EXERCISE OBJECTIVE:
Please return every line in the entries below with the word "white" in it.

[Dataset excerpts]
• • •

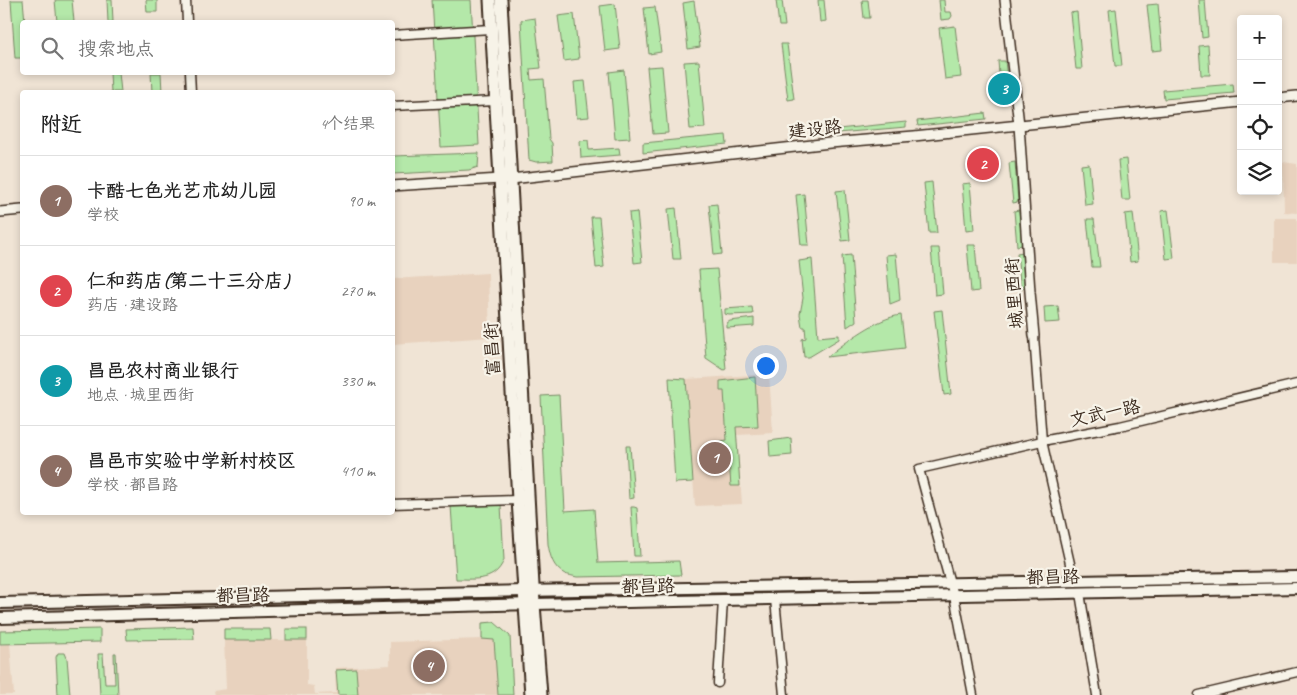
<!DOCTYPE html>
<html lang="zh">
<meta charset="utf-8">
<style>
body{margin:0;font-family:Caveat,"LXGW WenKai TC",sans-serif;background:#f2f2f2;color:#222}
.controls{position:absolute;right:15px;top:15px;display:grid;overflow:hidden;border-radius:5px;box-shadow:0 2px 8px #0003}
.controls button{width:45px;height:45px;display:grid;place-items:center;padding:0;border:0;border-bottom:1px solid #e0e0e0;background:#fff;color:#222;font:25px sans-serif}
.you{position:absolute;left:765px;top:365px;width:18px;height:18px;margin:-12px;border:4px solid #fff;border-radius:50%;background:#1a73e8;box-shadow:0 0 0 8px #1a73e833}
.badge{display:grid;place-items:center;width:32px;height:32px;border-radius:50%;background:#db2777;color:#fff;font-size:16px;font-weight:700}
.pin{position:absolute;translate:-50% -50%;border:2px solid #fff;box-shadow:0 1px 5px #0006}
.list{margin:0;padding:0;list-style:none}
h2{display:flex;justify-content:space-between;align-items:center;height:65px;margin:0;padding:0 20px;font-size:21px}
h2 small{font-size:16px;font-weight:400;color:#767676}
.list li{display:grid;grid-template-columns:32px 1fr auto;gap:15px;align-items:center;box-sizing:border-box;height:90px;padding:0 20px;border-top:1px solid #e0e0e0}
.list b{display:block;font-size:19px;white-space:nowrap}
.list p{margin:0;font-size:16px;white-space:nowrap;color:#767676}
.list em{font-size:16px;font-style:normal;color:#767676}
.icon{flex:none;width:28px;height:28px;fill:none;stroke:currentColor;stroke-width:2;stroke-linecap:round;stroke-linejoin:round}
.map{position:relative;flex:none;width:1297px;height:695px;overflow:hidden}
.search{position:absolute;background:#fff;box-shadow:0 2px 8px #0003;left:20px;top:20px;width:375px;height:55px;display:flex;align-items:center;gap:12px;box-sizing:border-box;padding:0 18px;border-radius:5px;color:#767676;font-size:19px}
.panel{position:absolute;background:#fff;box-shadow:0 2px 8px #0003;left:20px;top:90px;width:375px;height:425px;border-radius:5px}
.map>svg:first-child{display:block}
.built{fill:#e8d2be}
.green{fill:#b4e8a9;stroke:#788964}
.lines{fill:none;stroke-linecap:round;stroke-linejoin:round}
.minor-casing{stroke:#3b2a1e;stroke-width:11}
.tertiary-casing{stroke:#3b2a1e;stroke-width:12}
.secondary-casing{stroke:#3b2a1e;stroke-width:14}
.primary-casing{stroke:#3b2a1e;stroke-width:15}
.minor{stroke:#f7f3e8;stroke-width:8}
.tertiary{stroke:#f7f3e8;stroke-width:9}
.secondary{stroke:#f7f3e8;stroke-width:10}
.primary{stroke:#f7f3e8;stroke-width:11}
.labels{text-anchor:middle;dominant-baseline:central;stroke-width:4.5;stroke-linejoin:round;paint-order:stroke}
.street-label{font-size:18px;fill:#3b2a1e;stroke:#f7f3e8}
</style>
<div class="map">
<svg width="1297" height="695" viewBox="0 0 1297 695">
<rect width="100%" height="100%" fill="#f0e4d5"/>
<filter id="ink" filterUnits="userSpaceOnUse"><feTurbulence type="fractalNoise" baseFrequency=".02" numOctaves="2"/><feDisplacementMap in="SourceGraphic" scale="10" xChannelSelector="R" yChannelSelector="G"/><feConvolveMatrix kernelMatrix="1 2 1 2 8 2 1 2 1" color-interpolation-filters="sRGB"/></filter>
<g filter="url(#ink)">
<g class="built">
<path d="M1283 162 1297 164V213L1284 212Z"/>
<rect x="1274" y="218" width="23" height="44"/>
<path d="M488 273 490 337 393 344V279Z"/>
<path d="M769 374 773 433 737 435 742 504 695 506 686 379Z"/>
<path d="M482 639H494L498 695H214L213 691 226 689 224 640H307V685L314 686 315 694 336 693 335 668 390 665V642Z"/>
<path d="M10 644 14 695H0V645Z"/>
</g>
<g class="green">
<path d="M11 0H23L25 22H22V58H15Z"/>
<path d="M55 0H72L74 22H57Z"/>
<path d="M107 0H112L113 22H108Z"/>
<path d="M146 0H157V12H147Z"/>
<path d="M432 0H471L479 145 441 147Z"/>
<path d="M776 0H782L785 26H779Z"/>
<path d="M818 0H824L826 21 820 22Z"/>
<path d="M862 0H868L870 18H864Z"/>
<path d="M939 0H944L945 12H951L952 16 950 19 941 20Z"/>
<path d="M1199 0H1205L1208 37 1202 38Z"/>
<path d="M694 1 700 47 688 49 683 3Z"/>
<path d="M615 4 620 49 605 51 600 6Z"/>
<path d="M1158 4 1162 50 1152 51 1147 5Z"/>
<path d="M655 7 661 52 649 54 644 8Z"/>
<path d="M1116 9 1122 66H1115L1109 10Z"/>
<path d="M1077 12 1082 69H1076L1070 13Z"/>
<path d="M574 14 579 59 564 61 558 16Z"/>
<path d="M535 18 541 68 530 69 531 80 544 79 549 139 552 143 553 161 536 162 529 160 521 20Z"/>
<path d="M955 26 961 77 945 79 939 28Z"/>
<path d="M781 44H787L794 99 788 100Z"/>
<path d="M1208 45 1210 75H1201L1199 46Z"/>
<path d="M699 61 705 128 690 129 684 62Z"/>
<path d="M998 61H1005L1008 86 1000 87Z"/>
<path d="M662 66 668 133 653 134 647 67Z"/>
<path d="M624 70 630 138 615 139 609 72Z"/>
<path d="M110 73H119L121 92H111Z"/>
<path d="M151 73H161L162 92H152Z"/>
<path d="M585 81 589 117 577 118 574 82Z"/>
<path d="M1233 84 1234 93 1164 99 1163 90Z"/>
<path d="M985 113 986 119 918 126 917 121Z"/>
<path d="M906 122V127L838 133V129Z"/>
<path d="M726 135 727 144 643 153V143Z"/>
<path d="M588 140 589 150 619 148 620 155 581 158 580 141Z"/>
<path d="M479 153 478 167 469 170 393 174V156Z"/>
<path d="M1126 159 1130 200H1122L1118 160Z"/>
<path d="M1015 162 1018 202 1013 203 1009 163Z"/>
<path d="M1089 164 1093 204 1085 205 1081 165Z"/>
<path d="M932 182 937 233H929L924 183Z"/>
<path d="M970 183 974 230 966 231 962 184Z"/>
<path d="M845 190 850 240 842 241 836 191Z"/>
<path d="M804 194 809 245H801L796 195Z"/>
<path d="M717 204 722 254 714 255 709 205Z"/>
<path d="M676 208 681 259H673L668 209Z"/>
<path d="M1019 210 1022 245 1017 246 1014 211Z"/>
<path d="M1168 210 1174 258 1166 259 1161 211Z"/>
<path d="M637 212 642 262 634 263 629 213Z"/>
<path d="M1133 213 1138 261 1130 262 1125 214Z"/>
<path d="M591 217H599L604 267 596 268Z"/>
<path d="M1087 219H1094L1100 267H1092Z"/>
<path d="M967 245H975L979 291 971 292Z"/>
<path d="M931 248H939L943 294 935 295Z"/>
<path d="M1023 252 1026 286 1021 290 1017 253Z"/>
<path d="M896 254 900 300 890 304 886 255Z"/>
<path d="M851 255 856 321 847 327 842 256Z"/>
<path d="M812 259 818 337 839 335V339L809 357H804L802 339 806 338 805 327H802L800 314 803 298 799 261Z"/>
<path d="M717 269 726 369 724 370 706 358 699 270Z"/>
<path d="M1058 306 1060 322 1045 323 1044 307Z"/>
<path d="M752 307 753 314 729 315 725 314V309Z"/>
<path d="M942 310 951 394 944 395 934 311Z"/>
<path d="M901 315 905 348 827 357C846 342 877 318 901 315Z"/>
<path d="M754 318V326L727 328V323L730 321Z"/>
<path d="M755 377 758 426 736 427 740 486H731L728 449H716V442L727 440 724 391H720V381Z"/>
<path d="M669 378 686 379 693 482 675 483Z"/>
<path d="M559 395 565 511 594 509 598 563 679 561 681 575 577 577C573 576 568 575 565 574 553 568 550 556 548 544L541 396Z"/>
<path d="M791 438 792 455 770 457 769 441Z"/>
<path d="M626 446H630L634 498 629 499Z"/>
<path d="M501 505 504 560C495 582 476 579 456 579L451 506Z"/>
<path d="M631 507H634L637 508 640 556H634Z"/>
<path d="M494 622 510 636 513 695H498L494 640 482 639V623Z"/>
<path d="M193 627 194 639 127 640 126 629Z"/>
<path d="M100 629V642L0 644V631Z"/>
<path d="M224 629H270L271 640H224Z"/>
<rect x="286" y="629" width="21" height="11"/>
<path d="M58 653H65L67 658 70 695H58L56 657Z"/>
<path d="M114 653H116L118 695H100L98 654H103L105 684H115Z"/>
<path d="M356 669 358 695H338L336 670Z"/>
</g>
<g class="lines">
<defs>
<g id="minor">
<path d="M186 0 187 22"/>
<path d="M392 35 491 29"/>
<path d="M190 72 191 92"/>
<path d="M392 106 495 101"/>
<path d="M1034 336 1042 441 1074 581"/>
<path d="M392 504 518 500"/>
<path d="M1080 593 1097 695"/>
<path d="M775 599 784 695"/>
<path d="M718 683 723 600"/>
<path d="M973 695 954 595 950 583 919 469 1042 441 1120 426 1297 384"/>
<path d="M1199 695 1297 672"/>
</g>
<g id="tertiary">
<path d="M1005 0 1019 125 1030 292 1034 336"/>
<path d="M1278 98 1297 96"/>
<path d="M392 186 500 179H511L830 143 914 136 1241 102"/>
<path d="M0 212 22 210"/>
</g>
<g id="secondary">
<path d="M0 603 524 591 1297 577"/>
<path d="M0 618 534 604 1297 588"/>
</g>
<g id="primary">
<path d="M490 0 518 500 531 695"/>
<path d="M501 0 534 604 541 695"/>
</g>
</defs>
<use href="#minor" class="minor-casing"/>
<use href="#tertiary" class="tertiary-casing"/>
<use href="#secondary" class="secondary-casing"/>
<use href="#primary" class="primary-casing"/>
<use href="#minor" class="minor"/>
<use href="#tertiary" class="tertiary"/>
<use href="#secondary" class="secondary"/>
<use href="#primary" class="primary"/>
</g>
</g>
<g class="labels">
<g class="street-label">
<text transform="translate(815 129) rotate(-6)">建设路</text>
<text transform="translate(1014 293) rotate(-94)">城里西街</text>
<text transform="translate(492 349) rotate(-93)">富昌街</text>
<text transform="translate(1105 413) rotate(-12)">文武一路</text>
<text transform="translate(1053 577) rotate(-1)">都昌路</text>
<text transform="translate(648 586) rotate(-1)">都昌路</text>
<text transform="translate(243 595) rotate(-1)">都昌路</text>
</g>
</g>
</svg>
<div class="controls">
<button>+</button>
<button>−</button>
<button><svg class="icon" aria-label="locate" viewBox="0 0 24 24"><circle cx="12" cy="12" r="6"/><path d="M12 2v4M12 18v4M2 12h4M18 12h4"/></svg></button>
<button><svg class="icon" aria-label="layers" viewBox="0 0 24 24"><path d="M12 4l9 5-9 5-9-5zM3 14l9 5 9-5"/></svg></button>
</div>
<div class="you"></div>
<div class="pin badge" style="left:715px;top:458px;background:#8d6e63">1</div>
<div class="pin badge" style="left:983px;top:164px;background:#e0444e">2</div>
<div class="pin badge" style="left:1004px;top:89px;background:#0f9aa8">3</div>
<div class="pin badge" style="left:429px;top:666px;background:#8d6e63">4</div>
<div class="search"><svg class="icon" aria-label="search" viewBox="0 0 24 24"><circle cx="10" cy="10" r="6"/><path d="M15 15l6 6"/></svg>搜索地点</div>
<section class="panel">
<h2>附近<small>4个结果</small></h2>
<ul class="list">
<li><span class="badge" style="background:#8d6e63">1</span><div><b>卡酷七色光艺术幼儿园</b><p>学校</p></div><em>90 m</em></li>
<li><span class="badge" style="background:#e0444e">2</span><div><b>仁和药店(第二十三分店)</b><p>药店 · 建设路</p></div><em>270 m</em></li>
<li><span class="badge" style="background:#0f9aa8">3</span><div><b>昌邑农村商业银行</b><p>地点 · 城里西街</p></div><em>330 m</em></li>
<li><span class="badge" style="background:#8d6e63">4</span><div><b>昌邑市实验中学新村校区</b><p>学校 · 都昌路</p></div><em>410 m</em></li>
</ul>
</section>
</div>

• • •

TASK OUTPUT:
.list b{display:block;font-size:19px;white-space:nowrap}
.list p{margin:0;font-size:16px;white-space:nowrap;color:#767676}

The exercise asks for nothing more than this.